Camex aplica antidumping sobre produtos siderúrgicos originários da China

Quando uma mercadoria ou equipamento de repente entra em grande quantidade no Brasil, chama a atenção do Decom.
Brasília (27 de janeiro) – Foram publicadas hoje, no Diário Oficial da União, duas resoluções da Câmara de Comércio Exterior (Camex), sobre aplicação de direito antidumping para produtos siderúrgicos oriundos da China. A Resolução nº 2/2016 estende o direito às importações brasileiras de chapas grossas em bobina, anteriormente aplicado pela Resolução Camex nº 77/2013. Já a Resolução nº 5 de 2016determina a cobrança de direito antidumping provisório (por até seis meses) para as importações brasileiras da China de tubos de aço carbono não ligado. O dumping é uma prática desleal de comércio que acontece quando uma empresa exporta seu produto a preços inferiores aos praticados no mercado de origem.

Chapas grossas em bobinas
A medida foi tomada com o objetivo de evitar uma prática desleal de comércio chamada de circunvenção, na qual se procura burlar a aplicação de uma medida de defesa comercial em vigor.

A decisão foi baseada em investigação realizada pelo Departamento de Defesa Comercial (Decom) da Secretaria de Comércio Exterior (Secex) do Ministério do Desenvolvimento, Indústria e Comércio Exterior (MDIC), que verificou aumento expressivo das importações de chapas em bobinas após a aplicação do direito antidumping das “chapas grossas”. Como não há diferenças significativas entre os dois produtos, a apresentação das chapas grossas em bobinas se configurou como uma alteração marginal, sem mudar as destinações do produto sujeito à medida antidumping.

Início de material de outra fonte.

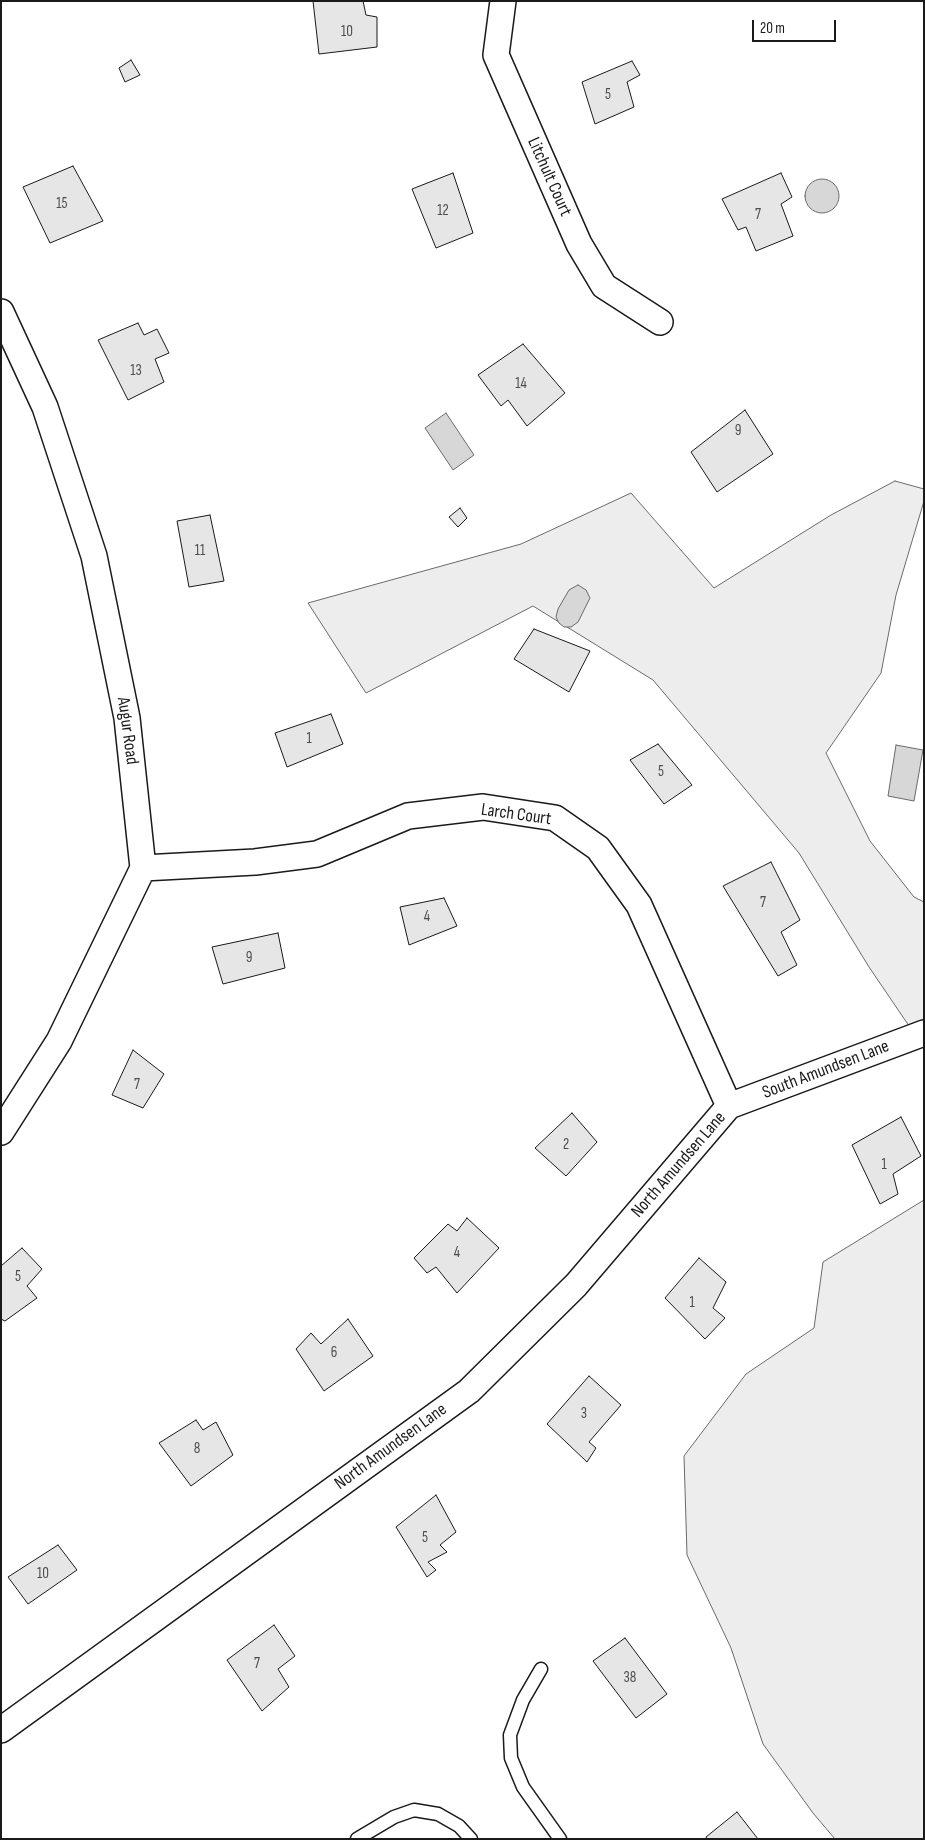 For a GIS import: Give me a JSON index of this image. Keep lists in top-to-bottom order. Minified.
{"streets":{"street":["Litchult Court","Augur Road","Larch Court","South Amundsen Lane","North Amundsen Lane"]},"crossings":[["Augur Road","Larch Court"],["Larch Court","South Amundsen Lane"],["Larch Court","North Amundsen Lane"],["South Amundsen Lane","North Amundsen Lane"]],"house_numbers":["10","5","15","12","7","13","14","9","11","1","5","7","4","9","7","2","1","4","5","1","6","3","8","5","10","7","38"],"scale_bar":"20 m"} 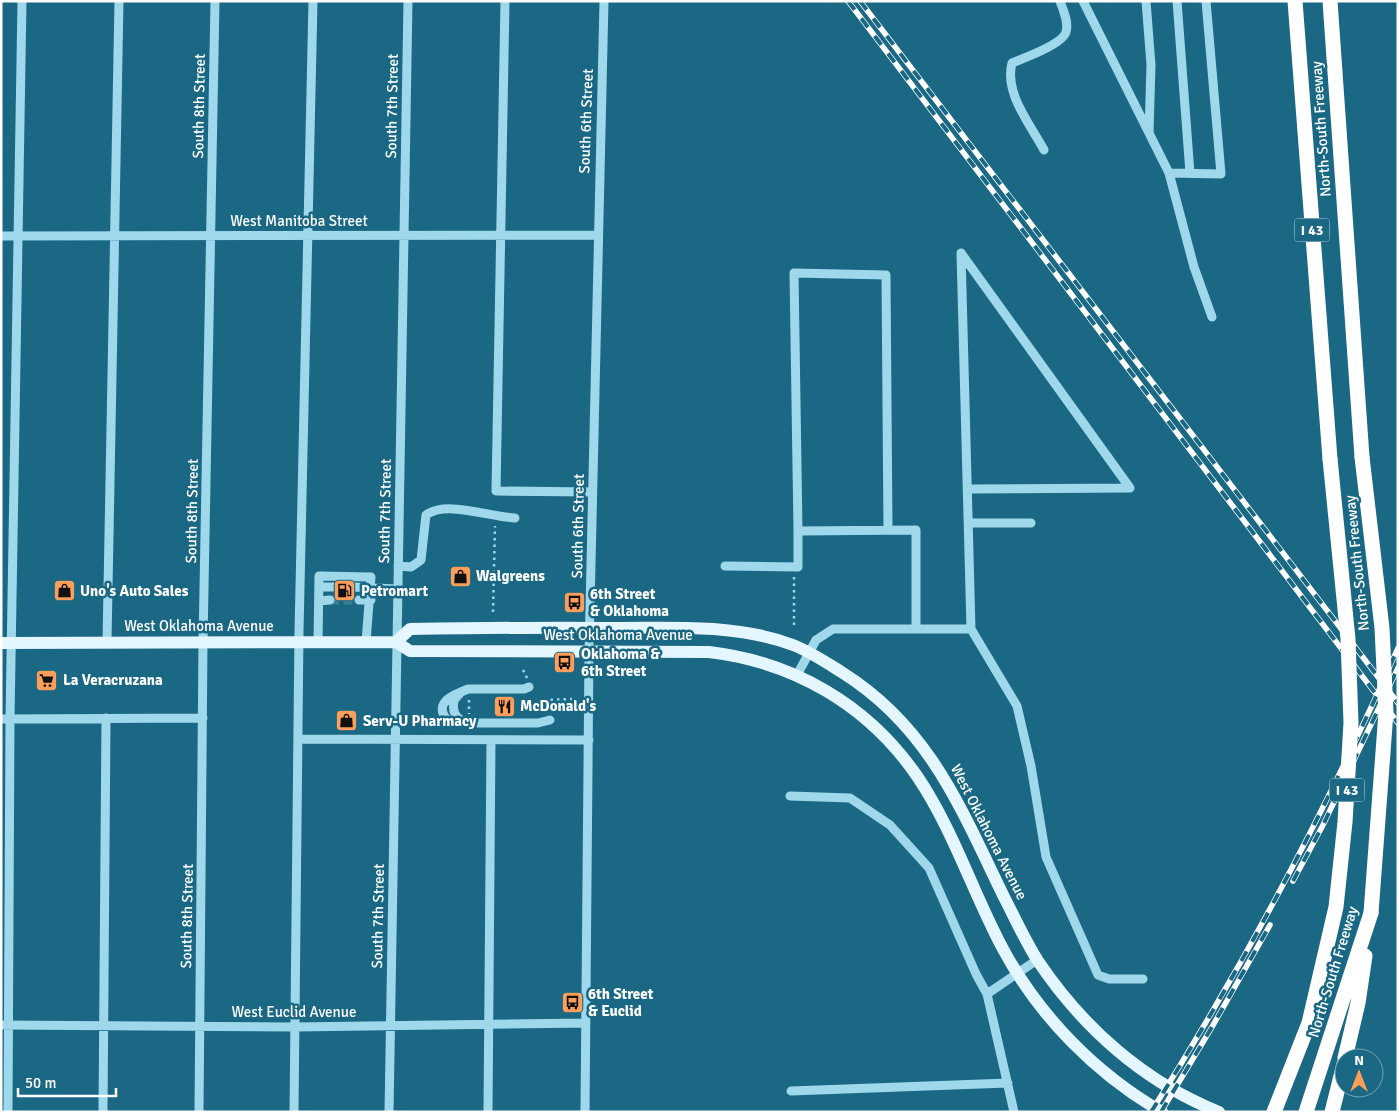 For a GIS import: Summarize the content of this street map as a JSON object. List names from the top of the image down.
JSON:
{
  "streets": {
    "highway": ["North-South Freeway", "I 43"],
    "main road": ["West Oklahoma Avenue"],
    "street": [
      "South 8th Street",
      "South 7th Street",
      "South 6th Street",
      "West Manitoba Street",
      "West Euclid Avenue"
    ]
  },
  "crossings": [
    ["South 8th Street", "West Manitoba Street"],
    ["South 8th Street", "West Oklahoma Avenue"],
    ["South 8th Street", "West Euclid Avenue"],
    ["South 7th Street", "West Manitoba Street"],
    ["South 7th Street", "West Oklahoma Avenue"],
    ["South 7th Street", "West Euclid Avenue"],
    ["South 6th Street", "West Manitoba Street"],
    ["South 6th Street", "West Oklahoma Avenue"],
    ["South 6th Street", "West Euclid Avenue"]
  ],
  "places": {
    "shop": ["Walgreens", "Uno's Auto Sales", "Serv-U Pharmacy"],
    "fuel station": ["Petromart"],
    "bus stop": ["6th Street & Oklahoma", "Oklahoma & 6th Street", "6th Street & Euclid"],
    "supermarket": ["La Veracruzana"],
    "restaurant": ["McDonald's"]
  },
  "scale_bar": "50 m",
  "north": "top"
} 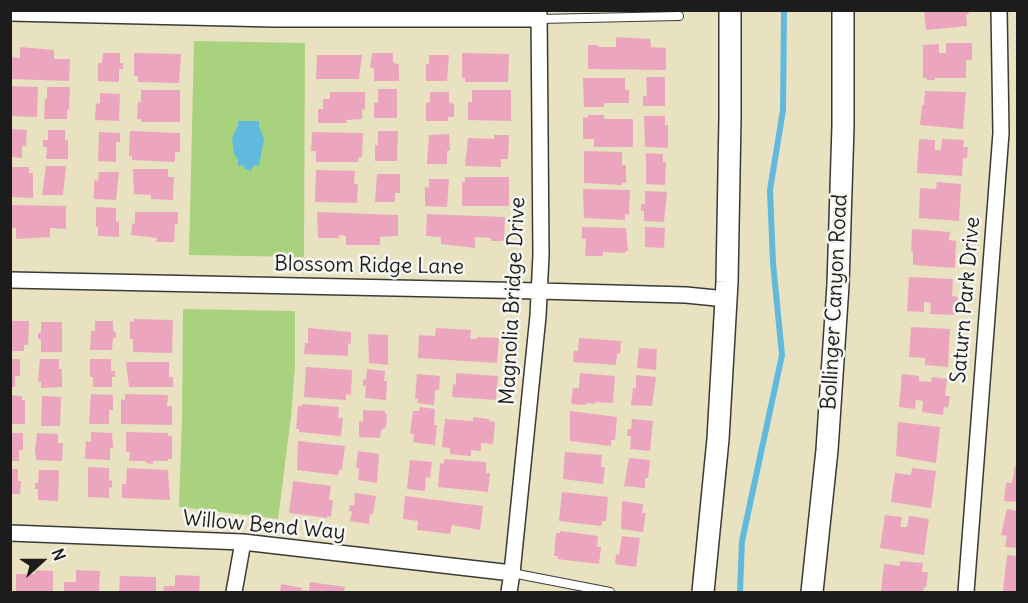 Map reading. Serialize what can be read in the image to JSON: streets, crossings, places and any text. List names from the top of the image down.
{
  "streets": {
    "main road": ["Bollinger Canyon Road"],
    "street": [
      "Blossom Ridge Lane",
      "Saturn Park Drive",
      "Magnolia Bridge Drive",
      "Willow Bend Way"
    ]
  },
  "crossings": [
    ["Blossom Ridge Lane", "Magnolia Bridge Drive"],
    ["Magnolia Bridge Drive", "Willow Bend Way"]
  ],
  "north": "right"
} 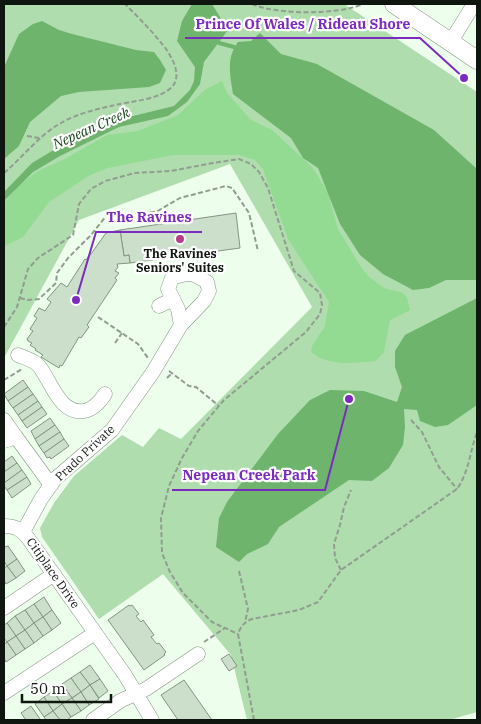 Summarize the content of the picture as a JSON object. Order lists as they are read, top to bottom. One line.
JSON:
{"streets":{"street":["Prado Private","Citiplace Drive"]},"crossings":[["Prado Private","Citiplace Drive"]],"water":["Nepean Creek"],"places":["Prince Of Wales / Rideau Shore","The Ravines Seniors' Suites","The Ravines","Nepean Creek Park"],"scale_bar":"50 m"} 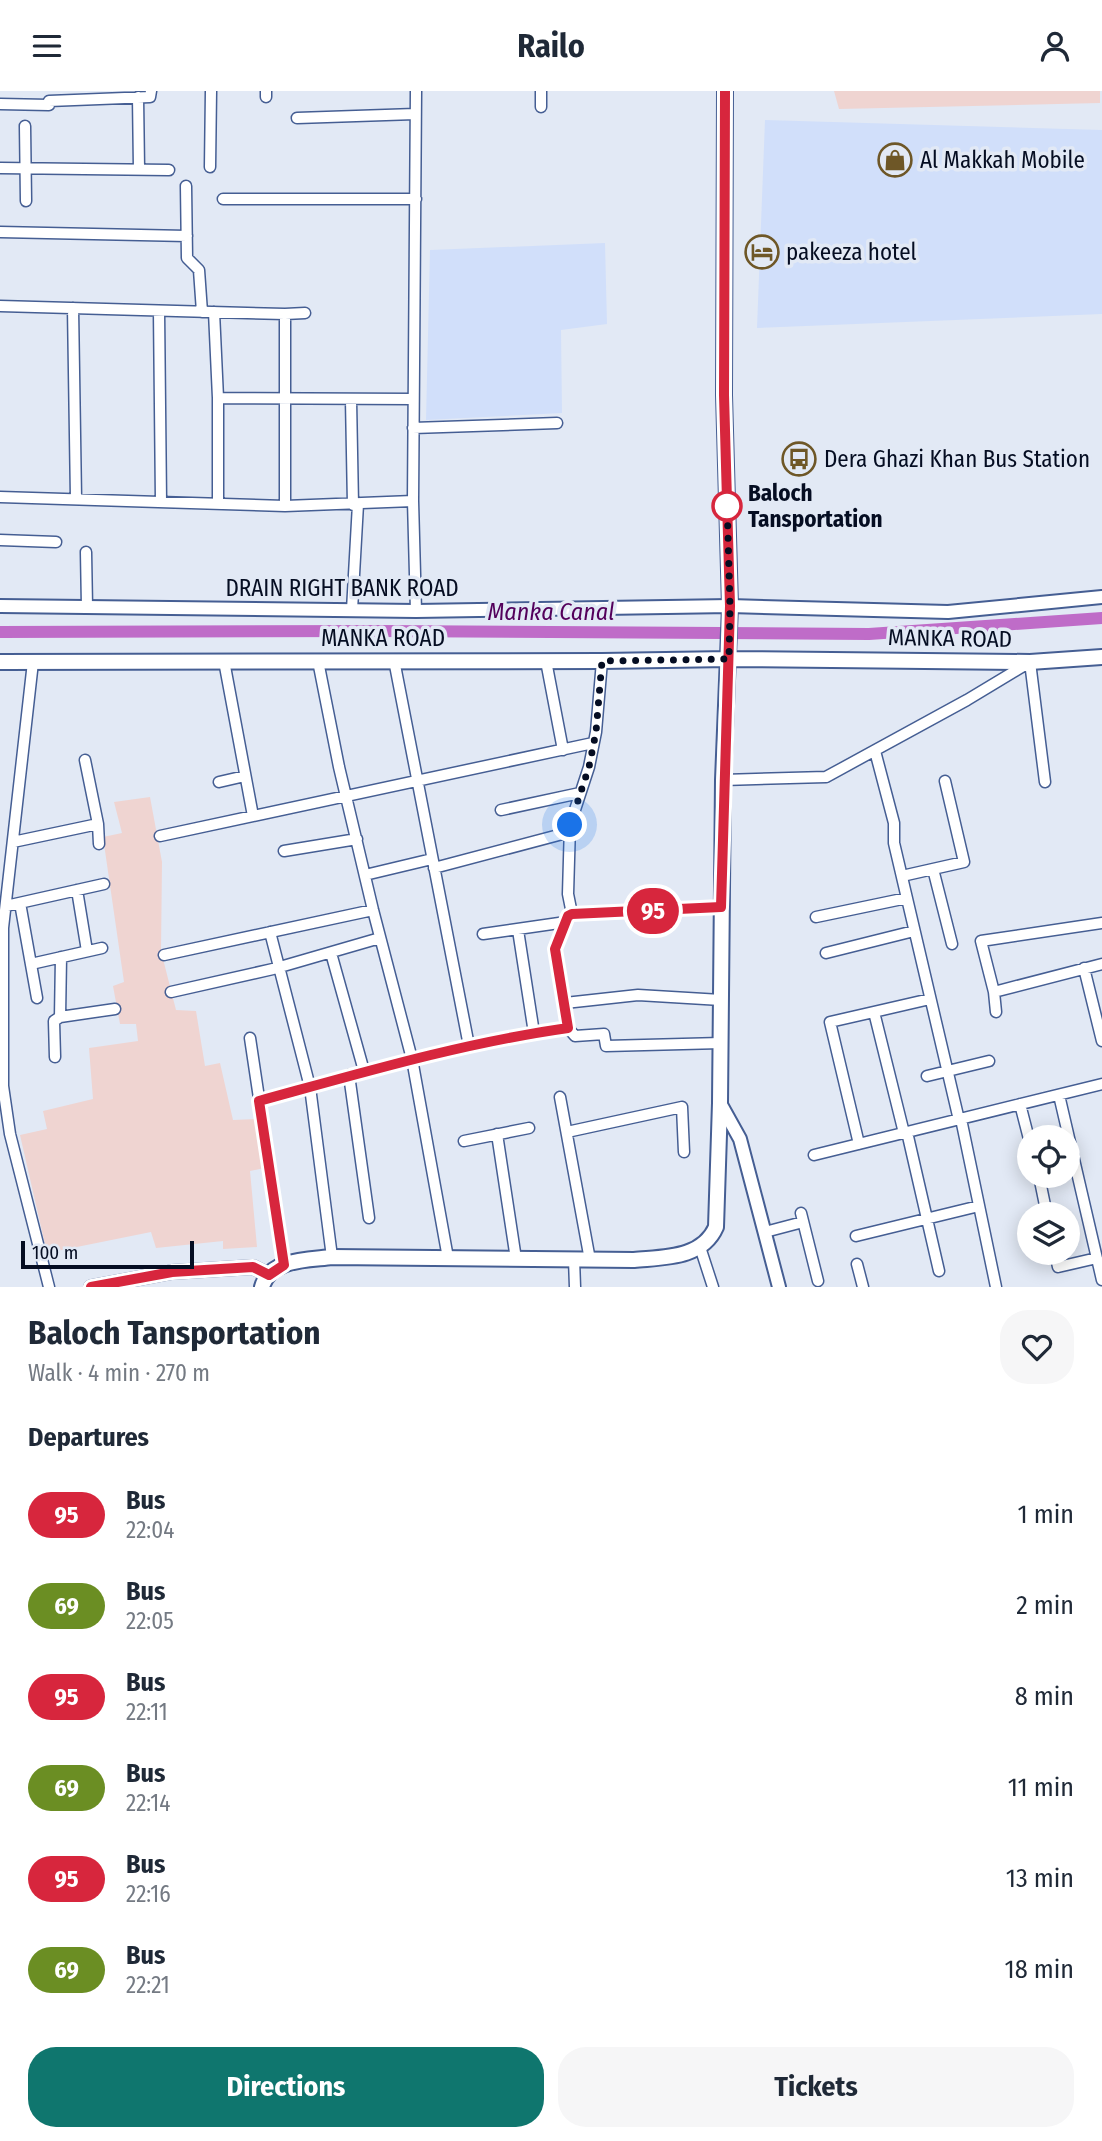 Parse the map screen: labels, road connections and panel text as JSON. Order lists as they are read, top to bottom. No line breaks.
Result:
{"streets":{"main road":["MANKA ROAD"],"street":["DRAIN RIGHT BANK ROAD"]},"water":["Manka Canal"],"places":{"shop":["Al Makkah Mobile"],"hotel":["pakeeza hotel"],"bus stop":["Dera Ghazi Khan Bus Station"],"other":["Baloch Tansportation"]},"lines":["bus line 95"],"scale_bar":"100 m","page":{"header":"Railo","on_map":"95","scale":"100 m","heading":[["Baloch Tansportation","Walk · 4 min · 270 m"],"Departures"],"list":[{"mark":"95","name":"Bus","note":"22:04","value":"1 min"},{"mark":"69","name":"Bus","note":"22:05","value":"2 min"},{"mark":"95","name":"Bus","note":"22:11","value":"8 min"},{"mark":"69","name":"Bus","note":"22:14","value":"11 min"},{"mark":"95","name":"Bus","note":"22:16","value":"13 min"},{"mark":"69","name":"Bus","note":"22:21","value":"18 min"}],"buttons":["Directions","Tickets"]}} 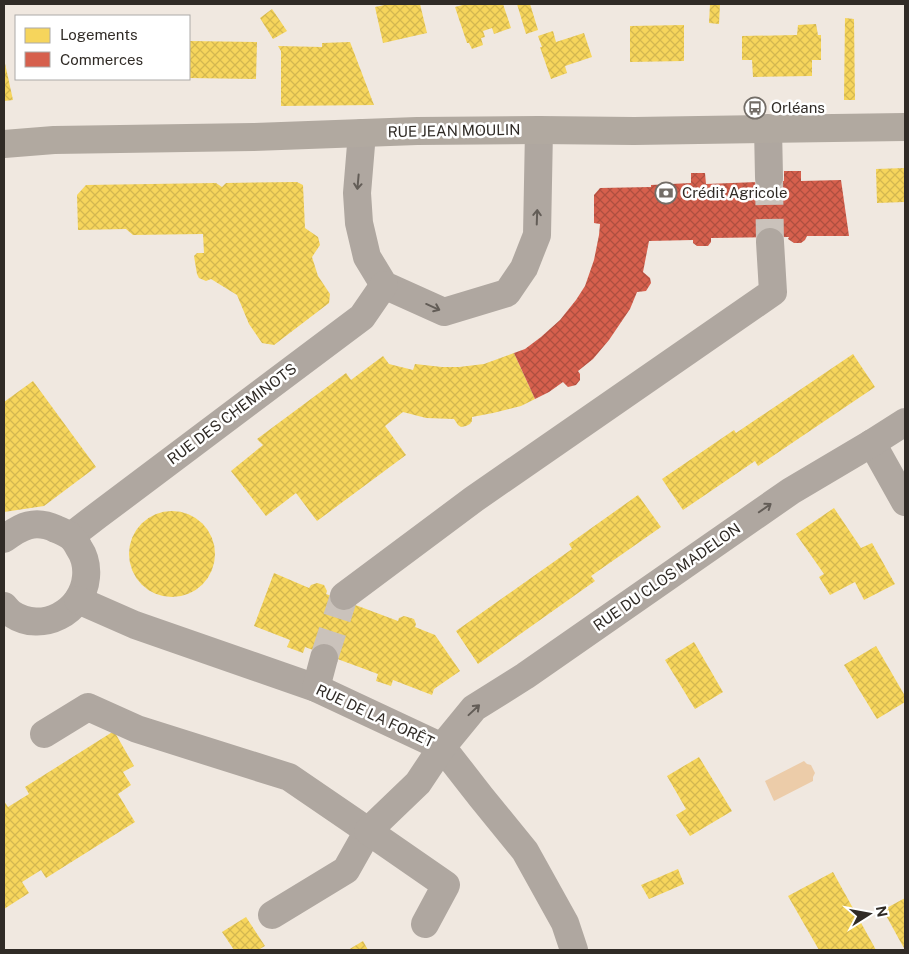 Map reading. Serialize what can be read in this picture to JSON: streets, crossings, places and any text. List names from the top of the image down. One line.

Assim, a Camex decidiu estender o antidumping definitivo apurado na investigação original às importações de chapas grossas em rolos (bobinas, contendo ou não boro em teor igual ou superior a 0,0008%), da China. O produto está classificado nos códigos 7208.36.10, 7208.36.90, 7208.37.00 e 7225.30.00 da Nomenclatura Comum do Mercosul (NCM). A medida terá prazo de até cinco anos, seguindo a determinação da aplicação da medida antidumping original. A cobrança será feita em dólares por tonelada, no montante abaixo especificado:
Origem Produtor/Exportador
Direito Antidumping Estendido (US$/t)
 China  todos  211,56
Originalmente, a investigação de dumping das chapas grossas teve início em 2012. Ao final da investigação, a medida foi aplicada contra as importações originárias da África do Sul, China, Coreia do Sul e Ucrânia, pela Resolução Camex nº 77/2013.
Em 2014, também por existência de circunvenção, a aplicação do direito definitivo foi estendida às importações de chapas grossas pintadas, originárias da China, e às importações de chapas grossas com adição de boro, originárias da China e da Ucrânia (Resolução Camex nº 119/2014). Em 2015, o antidumping foi estendido às importações de chapas grossas com adição de cromo, originárias da China, por  circunvenção, conforme consta na Resolução Camex n° 82/2015.
Tubos de aço carbono não ligado
A cobrança de direito antidumping foi aplicada para as importações de tubos de aço carbono não ligado com as seguintes especificações técnicas: sem costura, de seção circular, com diâmetro externo não superior a 374 milímetros.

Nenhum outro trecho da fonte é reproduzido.